[Input for this task Boundary: Start]

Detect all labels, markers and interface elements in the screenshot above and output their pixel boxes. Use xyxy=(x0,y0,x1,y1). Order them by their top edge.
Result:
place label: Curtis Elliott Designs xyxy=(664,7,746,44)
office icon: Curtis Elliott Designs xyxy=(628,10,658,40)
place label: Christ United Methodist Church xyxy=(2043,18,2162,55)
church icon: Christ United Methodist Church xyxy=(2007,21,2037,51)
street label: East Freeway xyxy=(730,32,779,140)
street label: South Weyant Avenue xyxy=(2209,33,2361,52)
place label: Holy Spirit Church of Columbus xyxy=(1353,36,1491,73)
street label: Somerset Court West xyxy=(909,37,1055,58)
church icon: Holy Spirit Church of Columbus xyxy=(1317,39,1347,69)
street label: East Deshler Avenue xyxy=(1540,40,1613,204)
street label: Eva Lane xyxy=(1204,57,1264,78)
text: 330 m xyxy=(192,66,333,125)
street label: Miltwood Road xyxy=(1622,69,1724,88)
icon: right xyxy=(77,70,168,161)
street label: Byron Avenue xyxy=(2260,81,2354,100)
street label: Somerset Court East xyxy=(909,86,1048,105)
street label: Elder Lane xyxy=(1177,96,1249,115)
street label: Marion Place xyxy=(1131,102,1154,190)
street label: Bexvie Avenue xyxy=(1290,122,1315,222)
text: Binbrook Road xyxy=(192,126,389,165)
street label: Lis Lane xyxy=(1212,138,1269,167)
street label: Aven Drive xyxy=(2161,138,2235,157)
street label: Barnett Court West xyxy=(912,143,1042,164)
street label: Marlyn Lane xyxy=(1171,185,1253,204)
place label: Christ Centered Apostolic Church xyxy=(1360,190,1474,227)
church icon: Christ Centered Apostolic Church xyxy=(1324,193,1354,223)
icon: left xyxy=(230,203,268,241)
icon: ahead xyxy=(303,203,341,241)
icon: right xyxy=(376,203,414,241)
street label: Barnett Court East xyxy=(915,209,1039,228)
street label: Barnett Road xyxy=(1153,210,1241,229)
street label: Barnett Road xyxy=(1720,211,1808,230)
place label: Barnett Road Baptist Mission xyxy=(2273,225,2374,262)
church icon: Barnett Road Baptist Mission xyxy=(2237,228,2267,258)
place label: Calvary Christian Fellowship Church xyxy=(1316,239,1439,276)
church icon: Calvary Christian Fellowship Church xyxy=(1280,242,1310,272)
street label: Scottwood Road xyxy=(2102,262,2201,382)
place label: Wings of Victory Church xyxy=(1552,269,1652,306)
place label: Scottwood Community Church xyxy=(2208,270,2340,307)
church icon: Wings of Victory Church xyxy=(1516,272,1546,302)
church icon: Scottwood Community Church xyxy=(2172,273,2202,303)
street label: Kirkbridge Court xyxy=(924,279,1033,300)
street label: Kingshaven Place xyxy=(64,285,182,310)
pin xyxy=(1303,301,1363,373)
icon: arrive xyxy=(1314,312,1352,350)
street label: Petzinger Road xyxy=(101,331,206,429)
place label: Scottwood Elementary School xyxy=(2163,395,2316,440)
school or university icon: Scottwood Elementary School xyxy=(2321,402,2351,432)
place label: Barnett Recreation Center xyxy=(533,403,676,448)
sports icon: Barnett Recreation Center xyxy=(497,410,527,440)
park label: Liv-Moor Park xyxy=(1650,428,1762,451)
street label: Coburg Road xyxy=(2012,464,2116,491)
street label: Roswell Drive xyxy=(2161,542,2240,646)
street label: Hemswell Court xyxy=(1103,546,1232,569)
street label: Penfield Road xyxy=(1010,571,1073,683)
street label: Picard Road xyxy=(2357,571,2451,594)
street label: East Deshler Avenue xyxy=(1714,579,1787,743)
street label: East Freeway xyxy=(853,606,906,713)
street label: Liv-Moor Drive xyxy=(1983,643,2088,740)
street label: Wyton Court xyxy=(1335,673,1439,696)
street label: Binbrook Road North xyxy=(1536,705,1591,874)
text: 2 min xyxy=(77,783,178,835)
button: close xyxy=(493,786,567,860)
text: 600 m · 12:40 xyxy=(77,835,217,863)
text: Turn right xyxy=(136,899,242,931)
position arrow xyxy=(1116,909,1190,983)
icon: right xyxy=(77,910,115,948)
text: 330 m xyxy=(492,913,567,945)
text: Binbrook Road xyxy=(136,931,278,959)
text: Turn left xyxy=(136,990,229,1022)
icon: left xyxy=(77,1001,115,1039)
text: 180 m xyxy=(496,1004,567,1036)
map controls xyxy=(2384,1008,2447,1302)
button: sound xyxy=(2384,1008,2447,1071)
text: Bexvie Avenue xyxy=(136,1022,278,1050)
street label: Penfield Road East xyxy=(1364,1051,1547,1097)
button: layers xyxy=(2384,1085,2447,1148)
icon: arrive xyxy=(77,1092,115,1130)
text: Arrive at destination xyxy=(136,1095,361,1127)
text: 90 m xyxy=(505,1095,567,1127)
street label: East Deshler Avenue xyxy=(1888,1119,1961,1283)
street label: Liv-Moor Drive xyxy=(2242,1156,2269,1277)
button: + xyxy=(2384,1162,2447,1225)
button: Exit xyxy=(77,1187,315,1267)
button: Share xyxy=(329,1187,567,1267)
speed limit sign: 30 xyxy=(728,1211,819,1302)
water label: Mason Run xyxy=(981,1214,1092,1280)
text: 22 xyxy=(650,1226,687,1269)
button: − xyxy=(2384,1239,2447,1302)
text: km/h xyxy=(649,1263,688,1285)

[Input for this task Boundary: End]

§ **Work order**:
The goal is a faithful transcription of every entry above.

§ **Reply to the exercise**:
Detect all labels, markers and interface elements in the screenshot above and output their pixel boxes. Use xyxy=(x0,y0,x1,y1). Order them by their top edge.
Result:
place label: Curtis Elliott Designs xyxy=(664,7,746,44)
office icon: Curtis Elliott Designs xyxy=(628,10,658,40)
place label: Christ United Methodist Church xyxy=(2043,18,2162,55)
church icon: Christ United Methodist Church xyxy=(2007,21,2037,51)
street label: East Freeway xyxy=(730,32,779,140)
street label: South Weyant Avenue xyxy=(2209,33,2361,52)
place label: Holy Spirit Church of Columbus xyxy=(1353,36,1491,73)
street label: Somerset Court West xyxy=(909,37,1055,58)
church icon: Holy Spirit Church of Columbus xyxy=(1317,39,1347,69)
street label: East Deshler Avenue xyxy=(1540,40,1613,204)
street label: Eva Lane xyxy=(1204,57,1264,78)
text: 330 m xyxy=(192,66,333,125)
street label: Miltwood Road xyxy=(1622,69,1724,88)
icon: right xyxy=(77,70,168,161)
street label: Byron Avenue xyxy=(2260,81,2354,100)
street label: Somerset Court East xyxy=(909,86,1048,105)
street label: Elder Lane xyxy=(1177,96,1249,115)
street label: Marion Place xyxy=(1131,102,1154,190)
street label: Bexvie Avenue xyxy=(1290,122,1315,222)
text: Binbrook Road xyxy=(192,126,389,165)
street label: Lis Lane xyxy=(1212,138,1269,167)
street label: Aven Drive xyxy=(2161,138,2235,157)
street label: Barnett Court West xyxy=(912,143,1042,164)
street label: Marlyn Lane xyxy=(1171,185,1253,204)
place label: Christ Centered Apostolic Church xyxy=(1360,190,1474,227)
church icon: Christ Centered Apostolic Church xyxy=(1324,193,1354,223)
icon: left xyxy=(230,203,268,241)
icon: ahead xyxy=(303,203,341,241)
icon: right xyxy=(376,203,414,241)
street label: Barnett Court East xyxy=(915,209,1039,228)
street label: Barnett Road xyxy=(1153,210,1241,229)
street label: Barnett Road xyxy=(1720,211,1808,230)
place label: Barnett Road Baptist Mission xyxy=(2273,225,2374,262)
church icon: Barnett Road Baptist Mission xyxy=(2237,228,2267,258)
place label: Calvary Christian Fellowship Church xyxy=(1316,239,1439,276)
church icon: Calvary Christian Fellowship Church xyxy=(1280,242,1310,272)
street label: Scottwood Road xyxy=(2102,262,2201,382)
place label: Wings of Victory Church xyxy=(1552,269,1652,306)
place label: Scottwood Community Church xyxy=(2208,270,2340,307)
church icon: Wings of Victory Church xyxy=(1516,272,1546,302)
church icon: Scottwood Community Church xyxy=(2172,273,2202,303)
street label: Kirkbridge Court xyxy=(924,279,1033,300)
street label: Kingshaven Place xyxy=(64,285,182,310)
pin xyxy=(1303,301,1363,373)
icon: arrive xyxy=(1314,312,1352,350)
street label: Petzinger Road xyxy=(101,331,206,429)
place label: Scottwood Elementary School xyxy=(2163,395,2316,440)
school or university icon: Scottwood Elementary School xyxy=(2321,402,2351,432)
place label: Barnett Recreation Center xyxy=(533,403,676,448)
sports icon: Barnett Recreation Center xyxy=(497,410,527,440)
park label: Liv-Moor Park xyxy=(1650,428,1762,451)
street label: Coburg Road xyxy=(2012,464,2116,491)
street label: Roswell Drive xyxy=(2161,542,2240,646)
street label: Hemswell Court xyxy=(1103,546,1232,569)
street label: Penfield Road xyxy=(1010,571,1073,683)
street label: Picard Road xyxy=(2357,571,2451,594)
street label: East Deshler Avenue xyxy=(1714,579,1787,743)
street label: East Freeway xyxy=(853,606,906,713)
street label: Liv-Moor Drive xyxy=(1983,643,2088,740)
street label: Wyton Court xyxy=(1335,673,1439,696)
street label: Binbrook Road North xyxy=(1536,705,1591,874)
text: 2 min xyxy=(77,783,178,835)
button: close xyxy=(493,786,567,860)
text: 600 m · 12:40 xyxy=(77,835,217,863)
text: Turn right xyxy=(136,899,242,931)
position arrow xyxy=(1116,909,1190,983)
icon: right xyxy=(77,910,115,948)
text: 330 m xyxy=(492,913,567,945)
text: Binbrook Road xyxy=(136,931,278,959)
text: Turn left xyxy=(136,990,229,1022)
icon: left xyxy=(77,1001,115,1039)
text: 180 m xyxy=(496,1004,567,1036)
map controls xyxy=(2384,1008,2447,1302)
button: sound xyxy=(2384,1008,2447,1071)
text: Bexvie Avenue xyxy=(136,1022,278,1050)
street label: Penfield Road East xyxy=(1364,1051,1547,1097)
button: layers xyxy=(2384,1085,2447,1148)
icon: arrive xyxy=(77,1092,115,1130)
text: Arrive at destination xyxy=(136,1095,361,1127)
text: 90 m xyxy=(505,1095,567,1127)
street label: East Deshler Avenue xyxy=(1888,1119,1961,1283)
street label: Liv-Moor Drive xyxy=(2242,1156,2269,1277)
button: + xyxy=(2384,1162,2447,1225)
button: Exit xyxy=(77,1187,315,1267)
button: Share xyxy=(329,1187,567,1267)
speed limit sign: 30 xyxy=(728,1211,819,1302)
water label: Mason Run xyxy=(981,1214,1092,1280)
text: 22 xyxy=(650,1226,687,1269)
button: − xyxy=(2384,1239,2447,1302)
text: km/h xyxy=(649,1263,688,1285)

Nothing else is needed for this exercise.